Let $n \geq 2$ and let $\pi : \{1,\ldots, n\} \to \{1,\ldots, n\}$ be a permutation. Next, we define a new permutation $\sigma: \{0,1\}^n \to \{0,1\}^n$ as follows. For each $x = x_n x_{n-1} \ldots x_1 \in \{0, 1\}^n$, we define $\sigma(x) = x_{\pi(n)}x_{\pi(n-1)} \ldots x_{\pi(1)}$. I am interested in determining, for what values of $n$ can we find $\pi$ such that $\sigma$ is an odd permutation?
When $n=2$, we can define $\pi$ to be the permutation $(1,2)$ which gives $\sigma(00) = 00$, $\sigma(01) = 10$, $\sigma(10) = 01$ and $\sigma(11) = 11$; an odd permutation. However, I have not been able to find such a $\pi$ for larger values of $n$.
The permutation $\pi$ can be expressed as the product of transpositions $\tau_i$. Then the corresponding $\sigma_\pi$ is the product of all $\sigma_{\tau_i}$.
Let $\tau$ be one such transposition $(a,b)$. What is the effect of $\sigma_\tau$ on a number $x\in\{0,1\}^n$?

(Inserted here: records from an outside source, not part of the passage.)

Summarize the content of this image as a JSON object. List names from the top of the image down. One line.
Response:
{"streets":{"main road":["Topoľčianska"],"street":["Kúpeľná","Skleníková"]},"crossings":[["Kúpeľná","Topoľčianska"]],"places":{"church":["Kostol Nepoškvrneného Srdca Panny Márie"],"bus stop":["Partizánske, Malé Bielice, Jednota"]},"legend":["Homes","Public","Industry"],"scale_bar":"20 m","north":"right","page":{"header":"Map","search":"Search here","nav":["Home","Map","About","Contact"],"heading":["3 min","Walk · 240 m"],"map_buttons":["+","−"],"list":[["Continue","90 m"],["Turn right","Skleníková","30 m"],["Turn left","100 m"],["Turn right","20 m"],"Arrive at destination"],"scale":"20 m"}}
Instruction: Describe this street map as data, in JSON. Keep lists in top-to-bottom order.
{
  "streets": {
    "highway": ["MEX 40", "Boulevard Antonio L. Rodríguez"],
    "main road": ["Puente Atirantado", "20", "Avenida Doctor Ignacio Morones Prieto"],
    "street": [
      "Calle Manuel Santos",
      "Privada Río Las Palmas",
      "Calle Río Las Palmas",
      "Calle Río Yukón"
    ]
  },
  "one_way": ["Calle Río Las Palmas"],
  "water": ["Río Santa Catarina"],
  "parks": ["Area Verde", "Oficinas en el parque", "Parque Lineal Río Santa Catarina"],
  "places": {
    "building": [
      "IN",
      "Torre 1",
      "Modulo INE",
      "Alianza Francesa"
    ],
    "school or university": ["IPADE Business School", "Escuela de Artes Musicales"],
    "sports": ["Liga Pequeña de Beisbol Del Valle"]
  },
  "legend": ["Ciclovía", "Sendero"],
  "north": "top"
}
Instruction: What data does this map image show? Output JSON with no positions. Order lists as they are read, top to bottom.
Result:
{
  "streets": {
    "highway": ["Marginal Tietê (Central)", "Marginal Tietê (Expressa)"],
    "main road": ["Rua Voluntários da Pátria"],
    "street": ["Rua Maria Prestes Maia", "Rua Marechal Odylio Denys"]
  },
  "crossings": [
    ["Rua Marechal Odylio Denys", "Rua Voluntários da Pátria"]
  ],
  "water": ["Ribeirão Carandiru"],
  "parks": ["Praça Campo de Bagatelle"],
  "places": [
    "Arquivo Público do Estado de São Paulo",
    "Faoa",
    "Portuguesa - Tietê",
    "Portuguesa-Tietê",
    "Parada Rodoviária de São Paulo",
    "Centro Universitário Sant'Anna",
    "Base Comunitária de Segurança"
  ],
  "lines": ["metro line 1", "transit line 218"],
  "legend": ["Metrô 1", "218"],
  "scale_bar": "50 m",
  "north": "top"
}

Thus $2^{n-2}$ distinct pairs $(x,x')$ are transposed, and all other numbers are left fixed. This means that $\sigma_\tau$ can be written as the product of $2^{n-2}$ distinct transpositions. Thus $\sigma_\tau$ is even if $n>2$, and the product $\sigma_\pi$ must also be even.